Paolo Da Col è uno dei più noti esperti ed interpreti italiani della musica del Rinascimento. Ha rivolto sin da giovanissimo i propri interessi al repertorio della musica rinascimentale e pre-classica, unendo costantemente ricerca ed esecuzione. Ha compiuto studi musicali al Conservatorio di Bologna e musicologici all’Università Ca’ Foscari di Venezia e presso il Centre d’Études Supérieures de la Renaissance di Tours, dove ha svolto un Dottorato di ricerca sulla vocalità del Rinascimento. Bibliotecario del Conservatorio Benedetto Marcello di Venezia, è stato docente di Storia della Musica (Istituto O. Vecchi di Modena) e bibliotecario dei Conservatori di Bolzano e di Trieste. Ha diretto il catalogo di musica dell’editore Arnaldo Forni di Bologna, dirige la rivista L’Organo fondata da Luigi Ferdinando Tagliavini, è curatore di edizioni di musica strumentale e di raccolte di studi musicologici, autore di saggi di storia della vocalità, di bibliografia musicale e di cataloghi di Fondi musicali. Collabora all’edizione dell’opera omnia di Carlo Gesualdo da Venosa e di Giuseppe Tartini. In qualità di cantante ha fatto parte per oltre vent’anni di numerose formazioni vocali italiane. Dal 1998 dirige l’Ensemble vocale Odhecaton, con il quale ha registrato una quindicina di CD per le etichette Bongiovanni, Assai, Ramée, Ricercar, Arcana, The Classic Voice, RALS, Musique en Wallonie, Cantus. Le registrazioni, dedicate alla polifonia sacra dei secoli XV-XVIII, hanno ottenuto alcuni dei maggiori riconoscimenti discografici: Grand prix international de l’Académie du disque lyrique, 2 diapason d’or de l’année, choc (Classica), disco del mese (Amadeus e CD Classics), cd of the Year (Goldberg), Editor’s choice (Gramophone). Per l’attività artistica svolta con l’ensemble Odhecaton, ha ottenuto nel 2018 il Premio Abbiati della critica musicale italiana.

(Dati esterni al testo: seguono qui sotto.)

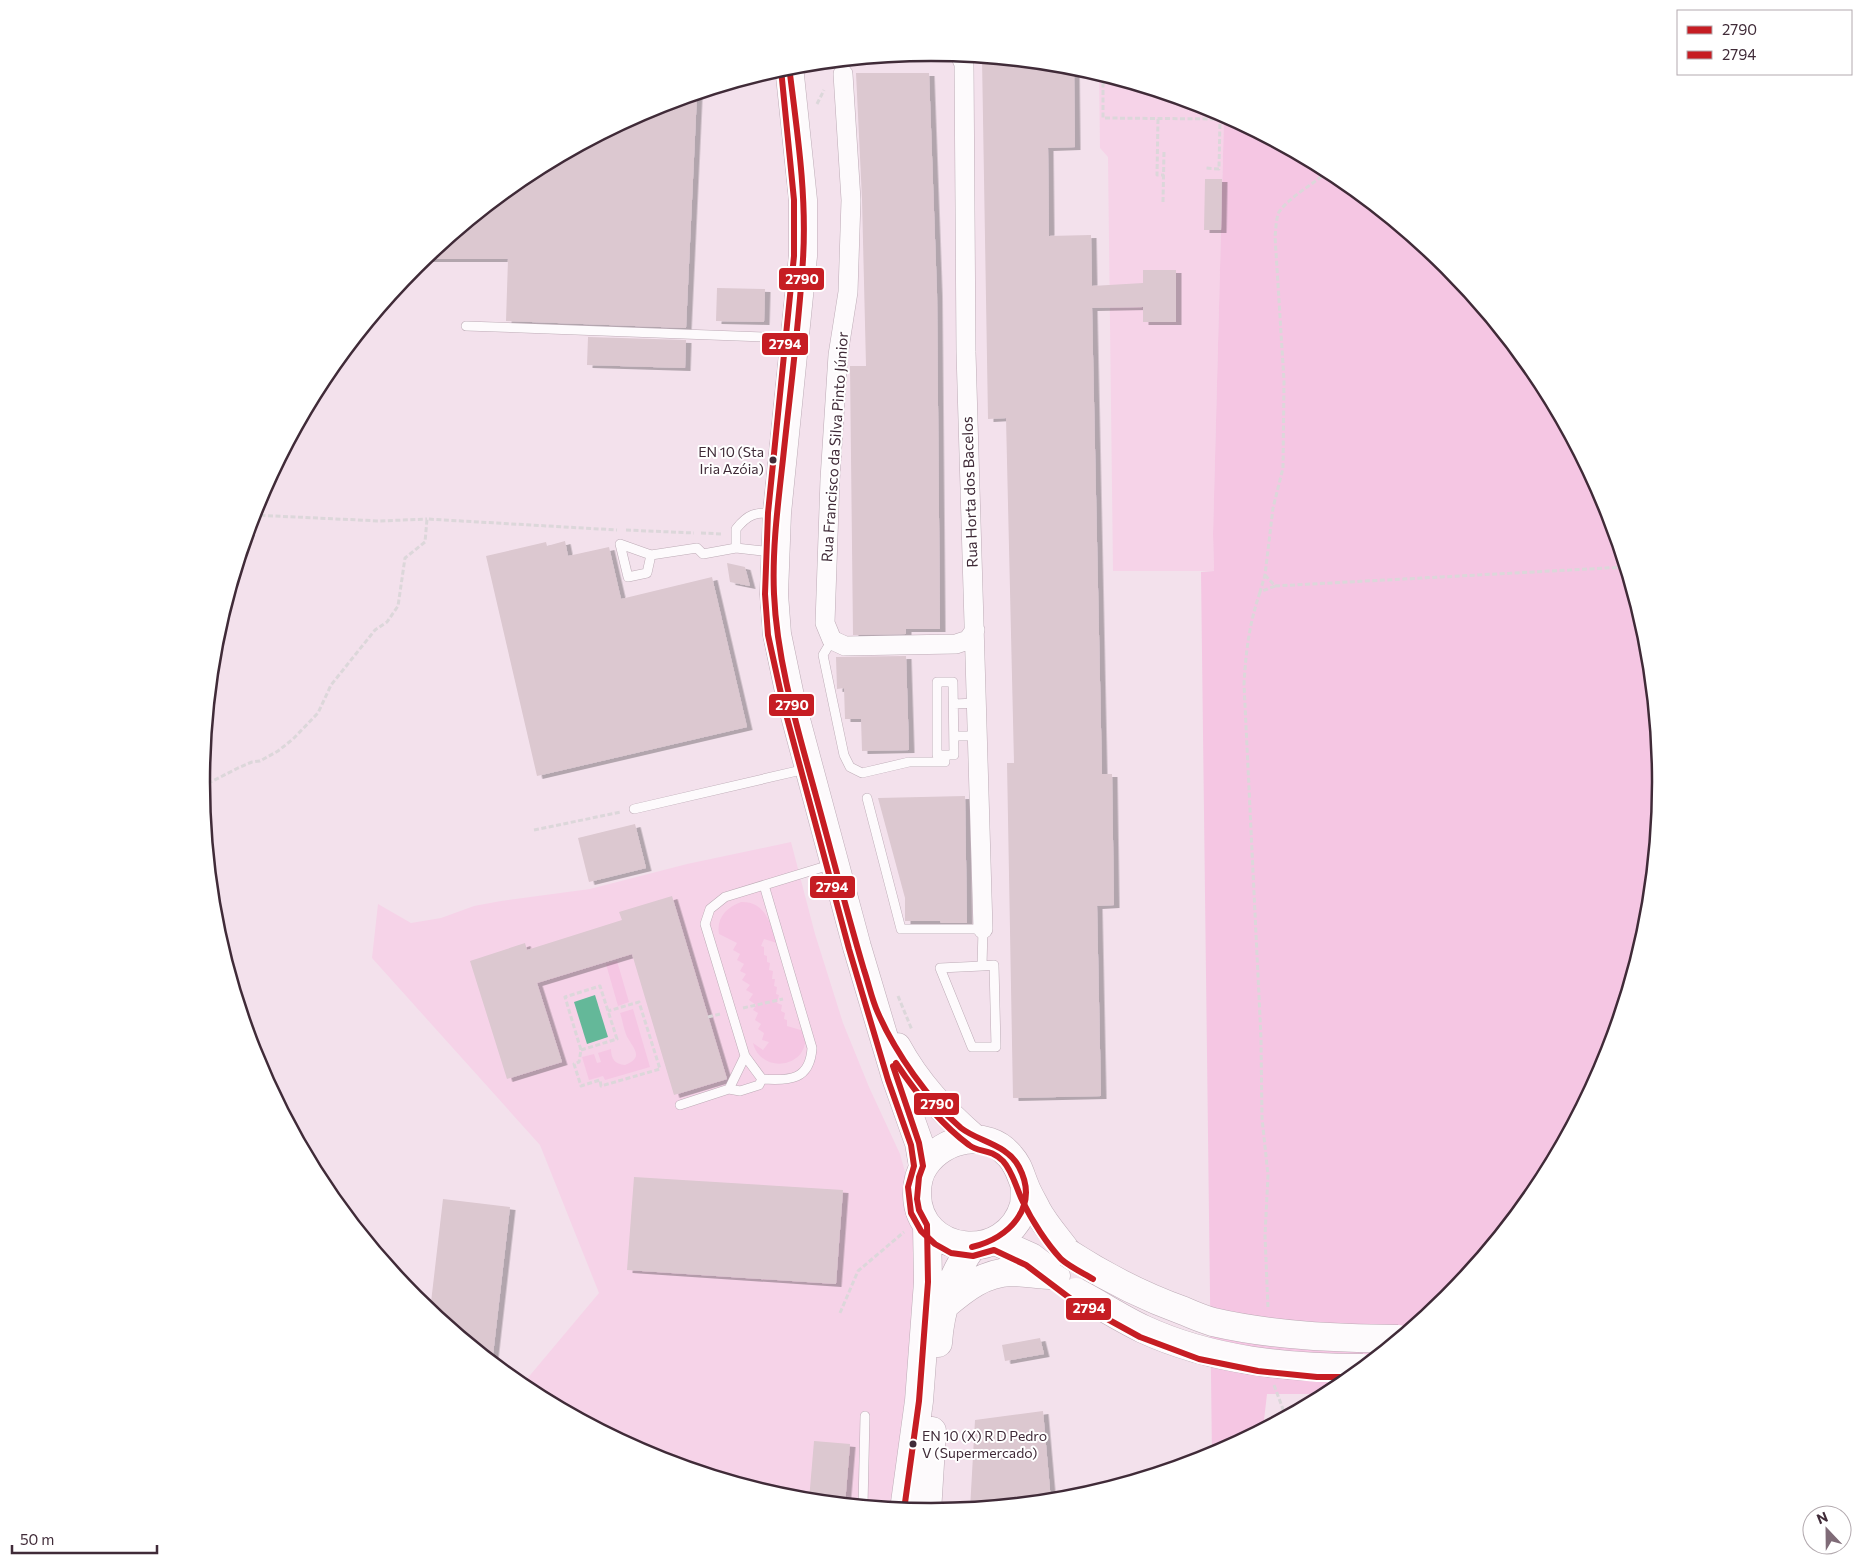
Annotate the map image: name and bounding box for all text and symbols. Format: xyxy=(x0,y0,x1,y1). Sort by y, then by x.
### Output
legend xyxy=(1677,10,1852,75)
text: 2790 xyxy=(1722,20,1757,38)
text: 2794 xyxy=(1722,45,1756,63)
line badge: 2790 xyxy=(778,267,825,291)
text: 2790 xyxy=(785,270,819,287)
street label: Rua Francisco da Silva Pinto Júnior xyxy=(817,331,851,563)
line badge: 2794 xyxy=(761,332,809,356)
text: 2794 xyxy=(769,335,802,352)
street label: Rua Horta dos Bacelos xyxy=(957,416,981,568)
place label: EN 10 (Sta Iria Azóia) xyxy=(698,443,764,477)
marker: EN 10 (Sta Iria Azóia) xyxy=(768,455,778,465)
line badge: 2790 xyxy=(768,693,815,717)
text: 2790 xyxy=(775,696,809,713)
line badge: 2794 xyxy=(809,875,856,899)
text: 2794 xyxy=(816,878,849,895)
line badge: 2790 xyxy=(913,1092,960,1116)
text: 2790 xyxy=(920,1095,954,1112)
line badge: 2794 xyxy=(1065,1297,1112,1321)
text: 2794 xyxy=(1073,1299,1106,1316)
place label: EN 10 (X) R D Pedro V (Supermercado) xyxy=(922,1427,1047,1461)
marker: EN 10 (X) R D Pedro V (Supermercado) xyxy=(908,1439,918,1449)
north arrow xyxy=(1802,1505,1852,1555)
text: N xyxy=(1814,1508,1830,1527)
scale bar xyxy=(12,1522,158,1554)
text: 50 m xyxy=(20,1530,54,1548)

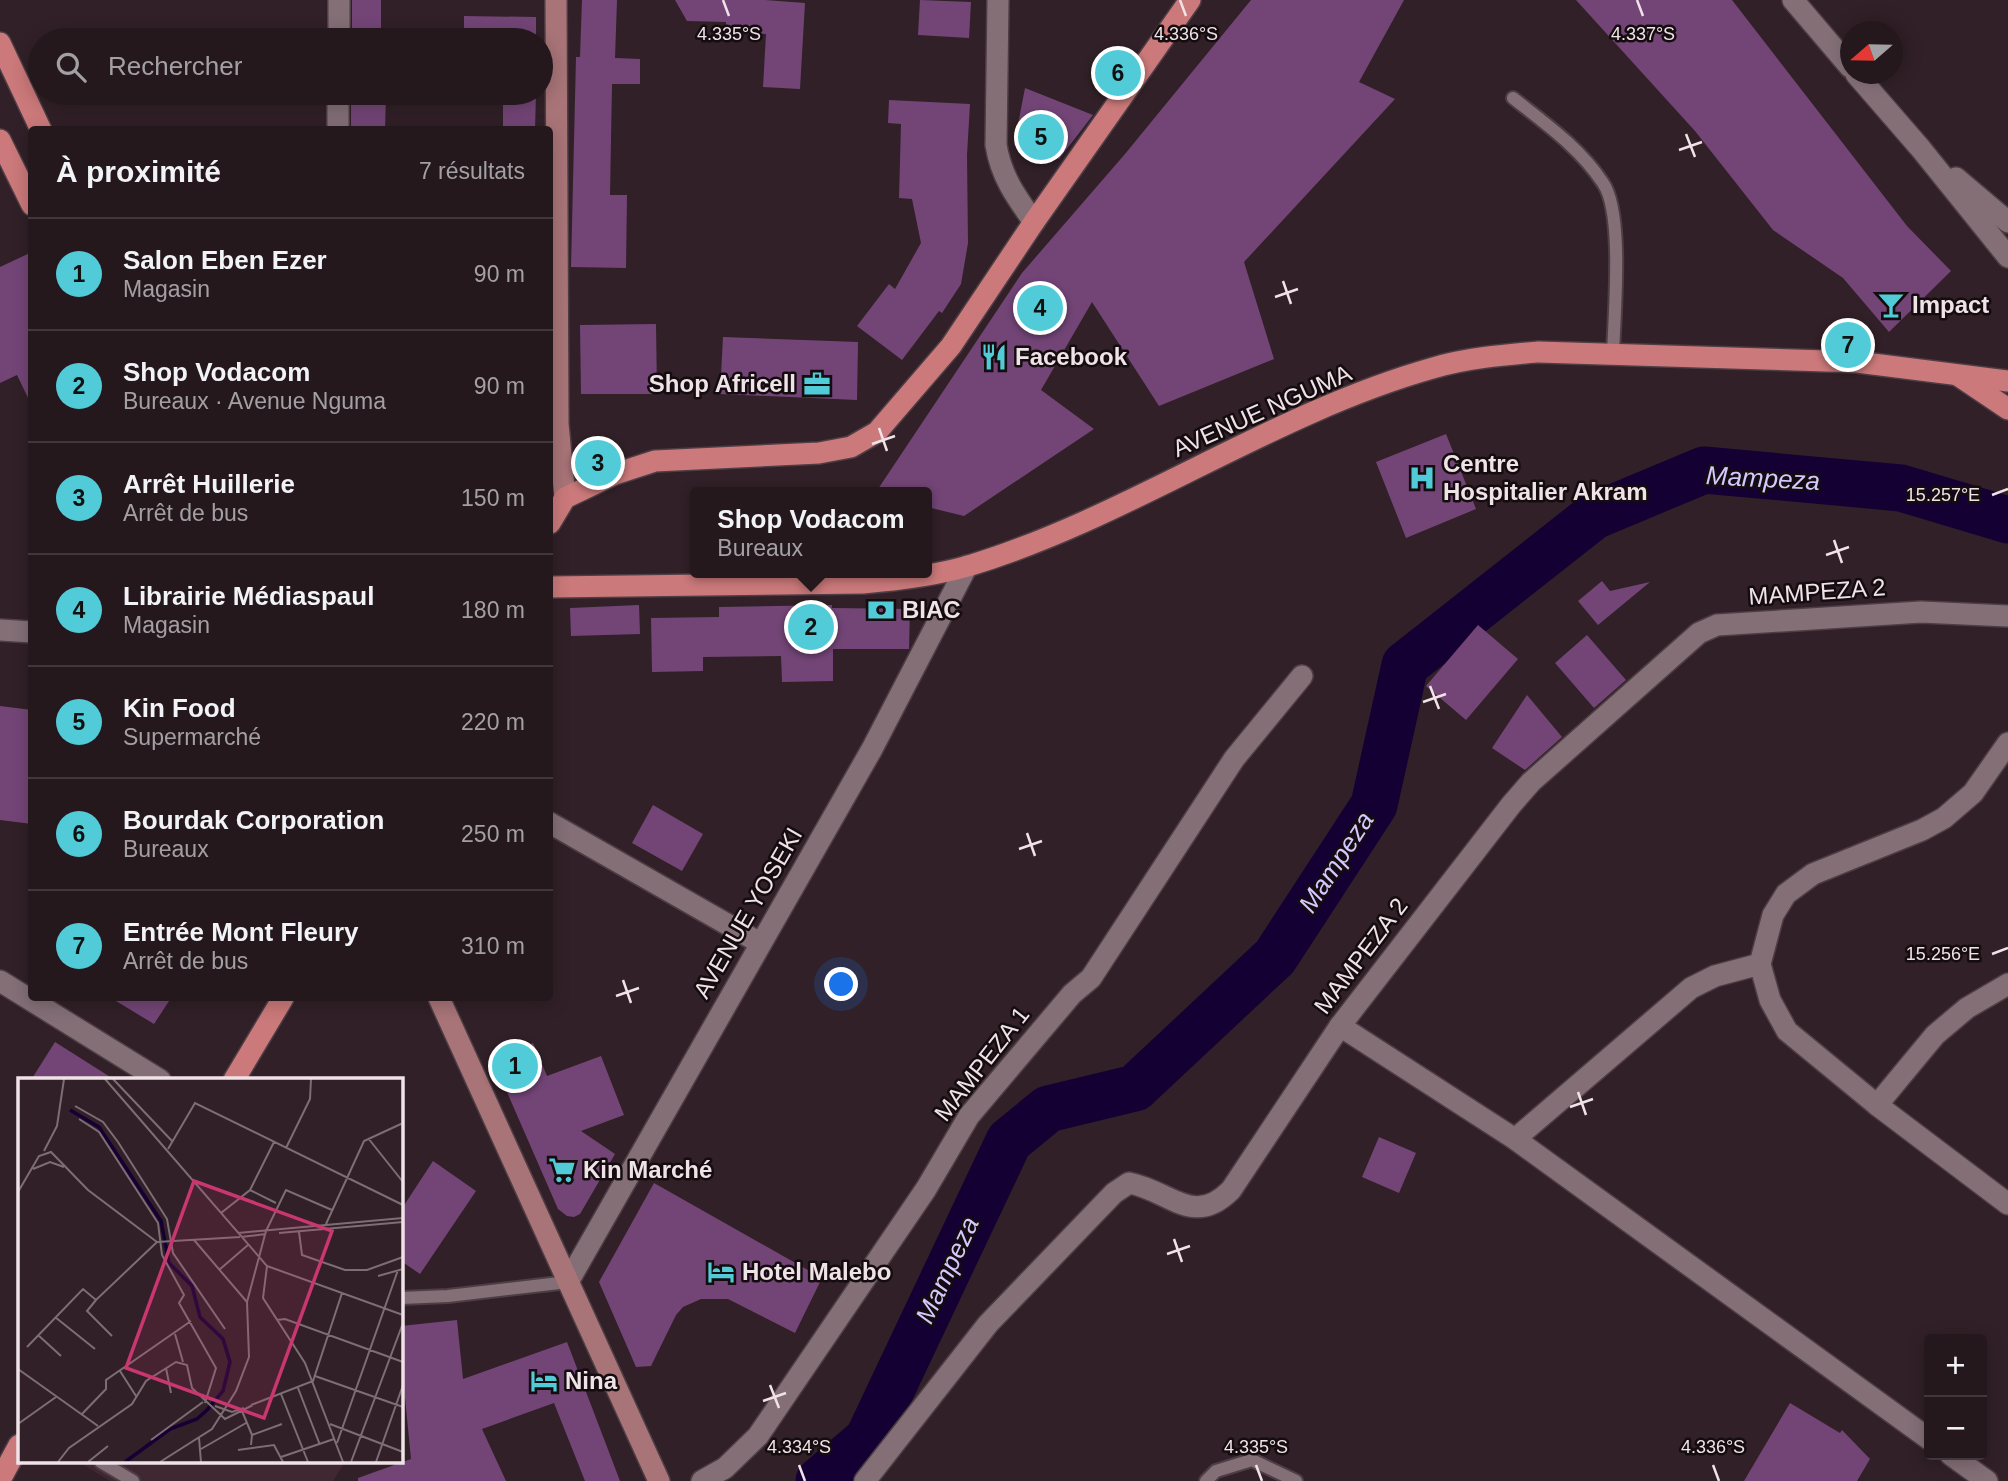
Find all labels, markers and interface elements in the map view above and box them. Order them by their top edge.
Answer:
north arrow [1840,21,1903,84]
text: 4.335°S [697,24,761,44]
text: 4.336°S [1154,24,1218,44]
text: 4.337°S [1611,24,1675,44]
search box [28,28,553,105]
pin: 6 [1095,47,1141,99]
icon: search [52,48,90,86]
text: Rechercher [108,51,242,81]
pin: 5 [1018,111,1064,163]
text: À proximité [56,155,221,188]
text: 7 résultats [419,158,525,184]
text: Salon Eben Ezer [123,245,327,275]
text: 1 [73,261,85,287]
text: 90 m [474,261,525,287]
text: Magasin [123,276,210,302]
pin: 4 [1017,282,1063,334]
bar icon: Impact [1876,290,1906,320]
place label: Impact [1912,291,1989,318]
pin: 7 [1825,319,1871,371]
restaurant icon: Facebook [979,342,1009,372]
place label: Facebook [1015,343,1128,370]
text: Shop Vodacom [123,357,310,387]
street label: AVENUE NGUMA [1168,359,1355,462]
office icon: Shop Africell [802,369,832,399]
place label: Shop Africell [649,370,796,397]
text: 2 [73,373,85,399]
text: 90 m [474,373,525,399]
text: Bureaux · Avenue Nguma [123,388,386,414]
pin: 3 [575,437,621,489]
place label: Centre Hospitalier Akram [1443,450,1648,505]
water label: Mampeza [1705,460,1821,496]
hospital icon: Centre Hospitalier Akram [1407,463,1437,493]
text: Arrêt Huillerie [123,469,295,499]
text: 3 [73,485,85,511]
text: 150 m [461,485,525,511]
text: 15.257°E [1906,485,1980,505]
popup [690,487,932,578]
text: Arrêt de bus [123,500,248,526]
text: Shop Vodacom [717,504,905,534]
text: Bureaux [717,535,803,561]
street label: MAMPEZA 2 [1748,573,1886,610]
text: Librairie Médiaspaul [123,581,374,611]
bank icon: BIAC [866,595,896,625]
place label: BIAC [902,596,961,623]
text: 4 [73,597,85,623]
text: 180 m [461,597,525,623]
pin: 2 [788,601,834,653]
text: Magasin [123,612,210,638]
text: Kin Food [123,693,236,723]
text: 5 [73,709,85,735]
text: 220 m [461,709,525,735]
text: Supermarché [123,724,261,750]
text: Bourdak Corporation [123,805,384,835]
water label: Mampeza [1292,806,1380,918]
text: 6 [73,821,85,847]
text: 250 m [461,821,525,847]
street label: AVENUE YOSEKI [688,823,807,1003]
text: Bureaux [123,836,209,862]
street label: MAMPEZA 2 [1308,893,1413,1019]
text: Entrée Mont Fleury [123,917,358,947]
text: 7 [73,933,85,959]
text: 310 m [461,933,525,959]
text: 15.256°E [1906,944,1980,964]
text: Arrêt de bus [123,948,248,974]
your location [824,967,858,1001]
street label: MAMPEZA 1 [929,1001,1035,1126]
pin: 1 [492,1040,538,1092]
inset map [18,1078,402,1464]
supermarket icon: Kin Marché [547,1155,577,1185]
place label: Kin Marché [583,1156,712,1183]
water label: Mampeza [909,1212,985,1328]
hotel icon: Hotel Malebo [706,1257,736,1287]
place label: Hotel Malebo [742,1258,891,1285]
map controls [1924,1334,1987,1460]
button: + [1924,1334,1987,1397]
hotel icon: Nina [529,1366,559,1396]
place label: Nina [565,1367,618,1394]
button: − [1924,1397,1987,1460]
text: 4.334°S [767,1437,831,1457]
text: 4.335°S [1224,1437,1288,1457]
text: 4.336°S [1681,1437,1745,1457]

Caro Paolo, il tuo curriculum e la tua attività con l’ensemble Odhecaton (che ha festeggiato lo scorso anno il quarto di secolo di vita) fanno di te uno dei personaggi più autorevoli della riscoperta del linguaggio musicale del Rinascimento, soprattutto di quello del Belpaese. Nelle tue interpretazioni, infatti, la mia generazione – e non solo questa – ha (ri)scoperto quell’autentico ‘gusto italiano’ che era caduto un po’ in oblio nelle interpretazioni di gruppi vocali d’Oltralpe. Quale ruolo pensi abbia avuto e quale missione ritieni possa incarnare l’attività del gruppo da te diretto?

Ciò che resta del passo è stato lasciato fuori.